Thursday, September 12, 2013

The Magic of Middle School? WHAT?


This new school year is, in many ways, a truly new experience for me.  Instead of spending September 3rd introducing my syllabi, I spent this year’s first day scurrying around a middle school showing 7th graders how to use a rotating lock.  From a ten page AP Lit syllabus to “Now watch me.  It goes right-left-right,” the incongruity of middle school has impressed itself upon me. 

Today, though, I felt the magic of middle school.  Yep.  I really do mean to write “magic.”  Those painfully awkward years that everyone blocks out or later regrets are magical.  The learning that occurs during this age is bested only by the osmosis-like intellectual growth of infants and toddlers.  The hallways of Richards Middle School were practically electric today.  There was a visceral academic hum in the seventh grade hallway, and as I walked to my office, I realized again how amazing schools can be.

I know that opinion might not be popular these days as the entire educational system seems to be under attack.  That saddens me.  I saw kids today eagerly engaged in literary Socratic circles, science experiments, social study scavenger hunts, and a myriad of other academic endeavors.  This cross sample of students was completely heterogeneous; we have every demographic covered at Richards--from socio-economics to race, all of our students come from diverse backgrounds.  That antiquated idea of the American melting pot was alive and well and successfully bringing students together who two weeks ago didn’t know each other.  This is part of the magic of middle school.
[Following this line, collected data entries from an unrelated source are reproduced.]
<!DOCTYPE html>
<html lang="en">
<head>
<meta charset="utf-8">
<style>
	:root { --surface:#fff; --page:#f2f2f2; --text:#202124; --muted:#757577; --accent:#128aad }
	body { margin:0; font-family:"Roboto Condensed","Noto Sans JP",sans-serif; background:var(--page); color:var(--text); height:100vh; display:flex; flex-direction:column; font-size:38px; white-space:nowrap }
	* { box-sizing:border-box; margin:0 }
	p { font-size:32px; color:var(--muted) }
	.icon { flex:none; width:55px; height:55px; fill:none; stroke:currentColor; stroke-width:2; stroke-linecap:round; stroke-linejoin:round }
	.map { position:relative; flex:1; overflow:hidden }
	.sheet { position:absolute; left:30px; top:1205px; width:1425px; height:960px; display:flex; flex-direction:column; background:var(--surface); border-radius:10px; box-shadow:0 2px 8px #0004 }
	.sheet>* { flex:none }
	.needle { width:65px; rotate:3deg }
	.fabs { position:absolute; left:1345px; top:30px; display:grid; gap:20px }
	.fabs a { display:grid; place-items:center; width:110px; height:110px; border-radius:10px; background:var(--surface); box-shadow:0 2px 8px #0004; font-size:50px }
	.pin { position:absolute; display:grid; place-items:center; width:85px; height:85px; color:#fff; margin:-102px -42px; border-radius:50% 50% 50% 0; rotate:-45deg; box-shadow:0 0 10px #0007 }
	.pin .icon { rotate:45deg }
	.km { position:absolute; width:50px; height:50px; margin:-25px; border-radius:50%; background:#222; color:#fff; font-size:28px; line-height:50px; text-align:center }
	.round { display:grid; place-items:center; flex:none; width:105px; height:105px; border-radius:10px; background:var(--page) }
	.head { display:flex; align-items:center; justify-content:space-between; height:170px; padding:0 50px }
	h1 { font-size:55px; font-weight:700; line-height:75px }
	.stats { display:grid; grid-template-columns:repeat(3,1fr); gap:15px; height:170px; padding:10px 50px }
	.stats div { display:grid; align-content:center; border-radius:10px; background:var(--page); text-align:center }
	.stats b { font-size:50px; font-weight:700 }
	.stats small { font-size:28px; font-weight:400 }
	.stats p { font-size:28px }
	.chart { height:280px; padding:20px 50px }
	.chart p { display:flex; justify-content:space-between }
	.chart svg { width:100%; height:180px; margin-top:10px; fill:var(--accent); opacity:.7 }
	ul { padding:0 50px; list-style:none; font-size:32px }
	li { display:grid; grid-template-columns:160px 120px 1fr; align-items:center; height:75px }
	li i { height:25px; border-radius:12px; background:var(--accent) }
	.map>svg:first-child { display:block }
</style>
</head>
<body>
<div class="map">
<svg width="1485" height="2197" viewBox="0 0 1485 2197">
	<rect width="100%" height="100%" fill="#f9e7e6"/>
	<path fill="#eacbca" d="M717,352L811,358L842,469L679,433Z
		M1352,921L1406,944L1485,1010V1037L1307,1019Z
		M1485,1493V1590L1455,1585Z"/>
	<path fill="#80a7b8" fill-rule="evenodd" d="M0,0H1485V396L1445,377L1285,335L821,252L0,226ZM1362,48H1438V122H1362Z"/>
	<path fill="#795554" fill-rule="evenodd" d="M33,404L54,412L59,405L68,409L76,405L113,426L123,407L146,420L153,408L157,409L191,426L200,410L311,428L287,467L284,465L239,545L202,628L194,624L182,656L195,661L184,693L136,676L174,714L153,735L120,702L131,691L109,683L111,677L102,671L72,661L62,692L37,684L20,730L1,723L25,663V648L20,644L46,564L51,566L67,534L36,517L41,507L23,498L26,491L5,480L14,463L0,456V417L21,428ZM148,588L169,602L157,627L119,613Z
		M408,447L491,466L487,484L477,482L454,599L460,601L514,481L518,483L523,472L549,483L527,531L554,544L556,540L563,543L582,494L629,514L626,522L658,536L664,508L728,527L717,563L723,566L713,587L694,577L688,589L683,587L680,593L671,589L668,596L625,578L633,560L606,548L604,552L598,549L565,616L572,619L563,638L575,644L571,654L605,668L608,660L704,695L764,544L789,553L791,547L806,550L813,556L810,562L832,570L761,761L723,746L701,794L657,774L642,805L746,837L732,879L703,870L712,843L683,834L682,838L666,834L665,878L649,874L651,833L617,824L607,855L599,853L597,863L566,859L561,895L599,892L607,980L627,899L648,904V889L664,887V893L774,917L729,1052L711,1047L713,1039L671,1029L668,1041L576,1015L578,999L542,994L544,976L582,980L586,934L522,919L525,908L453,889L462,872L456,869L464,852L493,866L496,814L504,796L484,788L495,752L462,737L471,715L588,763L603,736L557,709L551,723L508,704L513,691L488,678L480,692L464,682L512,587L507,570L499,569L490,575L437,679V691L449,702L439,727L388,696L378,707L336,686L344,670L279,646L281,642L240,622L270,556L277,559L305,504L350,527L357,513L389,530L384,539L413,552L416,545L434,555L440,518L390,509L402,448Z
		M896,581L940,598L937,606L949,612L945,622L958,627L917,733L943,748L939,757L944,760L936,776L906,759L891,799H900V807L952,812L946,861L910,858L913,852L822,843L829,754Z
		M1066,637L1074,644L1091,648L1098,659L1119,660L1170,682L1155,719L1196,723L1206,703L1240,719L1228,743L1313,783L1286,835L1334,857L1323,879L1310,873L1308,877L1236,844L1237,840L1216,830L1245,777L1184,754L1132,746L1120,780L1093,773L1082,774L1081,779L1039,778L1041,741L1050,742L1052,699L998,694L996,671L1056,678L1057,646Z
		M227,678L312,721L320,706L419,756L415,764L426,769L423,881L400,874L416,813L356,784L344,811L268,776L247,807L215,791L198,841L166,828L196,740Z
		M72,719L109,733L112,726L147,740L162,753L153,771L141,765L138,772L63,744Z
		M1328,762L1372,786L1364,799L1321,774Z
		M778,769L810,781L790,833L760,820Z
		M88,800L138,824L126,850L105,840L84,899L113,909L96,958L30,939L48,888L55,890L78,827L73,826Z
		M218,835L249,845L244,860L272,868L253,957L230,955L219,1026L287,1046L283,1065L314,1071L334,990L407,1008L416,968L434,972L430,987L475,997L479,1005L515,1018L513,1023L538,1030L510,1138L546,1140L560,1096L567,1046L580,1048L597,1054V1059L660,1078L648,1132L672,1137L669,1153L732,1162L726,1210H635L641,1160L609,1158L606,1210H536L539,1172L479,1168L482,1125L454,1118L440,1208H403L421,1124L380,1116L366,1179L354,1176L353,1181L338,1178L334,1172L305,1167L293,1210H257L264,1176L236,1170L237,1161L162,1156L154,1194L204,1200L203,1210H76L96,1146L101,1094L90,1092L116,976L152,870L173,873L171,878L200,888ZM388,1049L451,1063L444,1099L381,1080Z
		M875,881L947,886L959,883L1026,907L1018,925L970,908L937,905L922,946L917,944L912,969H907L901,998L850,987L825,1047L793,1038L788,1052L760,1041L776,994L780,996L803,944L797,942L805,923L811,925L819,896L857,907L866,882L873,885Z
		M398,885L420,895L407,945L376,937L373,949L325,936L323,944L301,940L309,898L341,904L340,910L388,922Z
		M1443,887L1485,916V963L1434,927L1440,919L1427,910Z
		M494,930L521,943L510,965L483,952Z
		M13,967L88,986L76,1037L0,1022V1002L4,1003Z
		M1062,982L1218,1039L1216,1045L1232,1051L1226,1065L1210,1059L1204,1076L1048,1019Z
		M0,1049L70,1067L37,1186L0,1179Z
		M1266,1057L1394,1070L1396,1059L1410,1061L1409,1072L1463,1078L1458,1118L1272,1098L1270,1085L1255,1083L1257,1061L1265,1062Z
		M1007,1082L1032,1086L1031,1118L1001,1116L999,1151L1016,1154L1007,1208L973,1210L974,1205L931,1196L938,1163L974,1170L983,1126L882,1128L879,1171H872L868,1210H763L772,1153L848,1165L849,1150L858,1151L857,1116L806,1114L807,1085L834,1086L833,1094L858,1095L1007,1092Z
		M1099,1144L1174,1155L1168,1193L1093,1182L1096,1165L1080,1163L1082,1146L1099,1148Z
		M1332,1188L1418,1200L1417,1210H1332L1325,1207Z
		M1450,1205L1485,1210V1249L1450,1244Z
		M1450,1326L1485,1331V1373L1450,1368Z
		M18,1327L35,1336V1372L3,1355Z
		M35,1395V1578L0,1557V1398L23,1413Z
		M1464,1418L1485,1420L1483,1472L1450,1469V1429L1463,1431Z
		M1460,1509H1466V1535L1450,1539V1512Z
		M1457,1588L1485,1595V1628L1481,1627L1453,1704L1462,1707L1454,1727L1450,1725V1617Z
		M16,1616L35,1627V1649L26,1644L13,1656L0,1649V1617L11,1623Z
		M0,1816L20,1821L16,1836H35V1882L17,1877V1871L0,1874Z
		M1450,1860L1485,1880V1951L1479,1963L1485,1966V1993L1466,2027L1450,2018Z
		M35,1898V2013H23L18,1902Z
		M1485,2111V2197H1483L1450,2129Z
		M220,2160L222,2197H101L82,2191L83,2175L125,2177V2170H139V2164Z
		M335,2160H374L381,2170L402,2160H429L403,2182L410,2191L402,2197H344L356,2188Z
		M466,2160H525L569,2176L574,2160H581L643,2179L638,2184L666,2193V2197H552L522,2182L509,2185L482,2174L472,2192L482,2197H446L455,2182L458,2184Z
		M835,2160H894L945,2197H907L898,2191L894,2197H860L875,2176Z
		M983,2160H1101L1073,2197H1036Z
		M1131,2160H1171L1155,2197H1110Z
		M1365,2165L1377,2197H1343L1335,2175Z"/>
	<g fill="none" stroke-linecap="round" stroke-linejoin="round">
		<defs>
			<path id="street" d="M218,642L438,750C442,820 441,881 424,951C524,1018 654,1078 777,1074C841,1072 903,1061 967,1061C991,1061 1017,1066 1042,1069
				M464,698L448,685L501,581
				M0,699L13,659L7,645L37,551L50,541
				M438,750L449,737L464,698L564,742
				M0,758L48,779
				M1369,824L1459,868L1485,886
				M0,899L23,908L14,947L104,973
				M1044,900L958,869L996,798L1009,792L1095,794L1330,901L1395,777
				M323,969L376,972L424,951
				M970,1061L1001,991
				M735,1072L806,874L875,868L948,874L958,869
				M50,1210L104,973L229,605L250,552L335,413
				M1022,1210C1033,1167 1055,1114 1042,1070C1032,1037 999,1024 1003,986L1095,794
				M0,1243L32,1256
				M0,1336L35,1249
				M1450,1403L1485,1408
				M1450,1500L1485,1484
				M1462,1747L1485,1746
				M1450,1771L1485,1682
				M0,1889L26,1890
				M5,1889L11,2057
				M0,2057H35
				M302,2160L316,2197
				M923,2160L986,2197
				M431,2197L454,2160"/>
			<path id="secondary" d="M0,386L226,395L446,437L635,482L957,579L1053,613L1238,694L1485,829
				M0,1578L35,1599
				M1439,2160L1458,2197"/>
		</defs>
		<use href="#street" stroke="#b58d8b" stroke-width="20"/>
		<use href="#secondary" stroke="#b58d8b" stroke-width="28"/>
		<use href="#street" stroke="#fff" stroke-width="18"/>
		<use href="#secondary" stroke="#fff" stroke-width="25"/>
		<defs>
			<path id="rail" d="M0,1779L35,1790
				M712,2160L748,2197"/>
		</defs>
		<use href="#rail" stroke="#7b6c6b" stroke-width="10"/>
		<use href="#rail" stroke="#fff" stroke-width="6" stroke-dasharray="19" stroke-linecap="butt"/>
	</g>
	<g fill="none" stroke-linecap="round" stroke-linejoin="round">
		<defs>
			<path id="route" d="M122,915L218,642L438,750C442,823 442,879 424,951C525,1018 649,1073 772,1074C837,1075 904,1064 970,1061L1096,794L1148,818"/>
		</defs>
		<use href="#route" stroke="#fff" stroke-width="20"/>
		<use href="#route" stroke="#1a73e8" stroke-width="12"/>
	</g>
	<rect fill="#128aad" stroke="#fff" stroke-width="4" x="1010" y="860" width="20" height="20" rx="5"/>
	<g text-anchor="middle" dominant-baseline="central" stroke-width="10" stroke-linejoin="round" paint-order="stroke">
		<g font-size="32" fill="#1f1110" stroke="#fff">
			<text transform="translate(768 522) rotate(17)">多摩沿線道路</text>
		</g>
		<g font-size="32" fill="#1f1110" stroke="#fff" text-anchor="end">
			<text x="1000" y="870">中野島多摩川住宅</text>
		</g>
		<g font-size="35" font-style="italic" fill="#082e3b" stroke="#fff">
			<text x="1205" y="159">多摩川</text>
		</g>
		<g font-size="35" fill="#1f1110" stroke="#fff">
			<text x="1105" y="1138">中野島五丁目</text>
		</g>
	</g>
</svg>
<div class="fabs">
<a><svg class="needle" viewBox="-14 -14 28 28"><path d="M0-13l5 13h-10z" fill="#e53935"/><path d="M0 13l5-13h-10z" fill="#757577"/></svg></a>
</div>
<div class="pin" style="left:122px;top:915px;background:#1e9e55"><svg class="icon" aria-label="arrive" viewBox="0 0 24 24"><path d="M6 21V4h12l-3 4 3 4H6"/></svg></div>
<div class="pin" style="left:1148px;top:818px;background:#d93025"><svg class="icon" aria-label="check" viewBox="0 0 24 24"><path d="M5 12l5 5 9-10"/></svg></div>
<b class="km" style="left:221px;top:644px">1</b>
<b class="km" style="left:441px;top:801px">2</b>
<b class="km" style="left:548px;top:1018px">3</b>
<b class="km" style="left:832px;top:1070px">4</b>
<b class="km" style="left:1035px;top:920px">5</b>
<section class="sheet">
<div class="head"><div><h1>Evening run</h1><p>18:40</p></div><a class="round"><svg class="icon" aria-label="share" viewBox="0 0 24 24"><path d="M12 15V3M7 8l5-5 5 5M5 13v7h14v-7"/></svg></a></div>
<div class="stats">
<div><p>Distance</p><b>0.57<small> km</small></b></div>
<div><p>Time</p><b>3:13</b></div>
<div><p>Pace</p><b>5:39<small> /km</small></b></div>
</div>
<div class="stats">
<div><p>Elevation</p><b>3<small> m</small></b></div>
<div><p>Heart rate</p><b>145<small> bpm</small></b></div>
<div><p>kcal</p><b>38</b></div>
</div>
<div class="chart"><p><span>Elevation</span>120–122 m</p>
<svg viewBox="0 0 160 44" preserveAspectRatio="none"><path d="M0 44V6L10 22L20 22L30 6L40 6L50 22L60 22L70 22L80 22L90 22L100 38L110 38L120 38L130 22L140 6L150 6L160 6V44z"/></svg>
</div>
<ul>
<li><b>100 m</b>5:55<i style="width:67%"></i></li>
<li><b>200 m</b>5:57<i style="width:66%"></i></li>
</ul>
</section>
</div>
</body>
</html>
Middle school is the transition time, the liaison to high school and further educational endeavors.  The first seven years of school are self-contained.  The first seven years put students into little pods that move together under the direction of one teacher.  Middle school, though, breaks those pods apart and brings six different elementary schools of 60-90 sixth graders together for the first time into a graduating class identified not by an elementary school but by a graduating year.  These students who competed against each other in 6th grade field day become a unified force of 400+ students who in six years will be the graduating class of 2019.  

Public education demands that our students learn more than just academic facts.  Our students learn how to be responsible, respectful citizens of an increasingly diverse world.  That was the hum today.  I was witnessing strangers and rivals become friends, and that transition was possible because they were sharing a mutual experience: learning. 

Education can transform life like very few other experiences can.  The students I saw today were maturing not just academically; they were growing into adulthood as they risked learning about others.  A classroom is so much more than four walls with motivational  posters.  It is a doorway to the experiences that shape who we are and who we will become.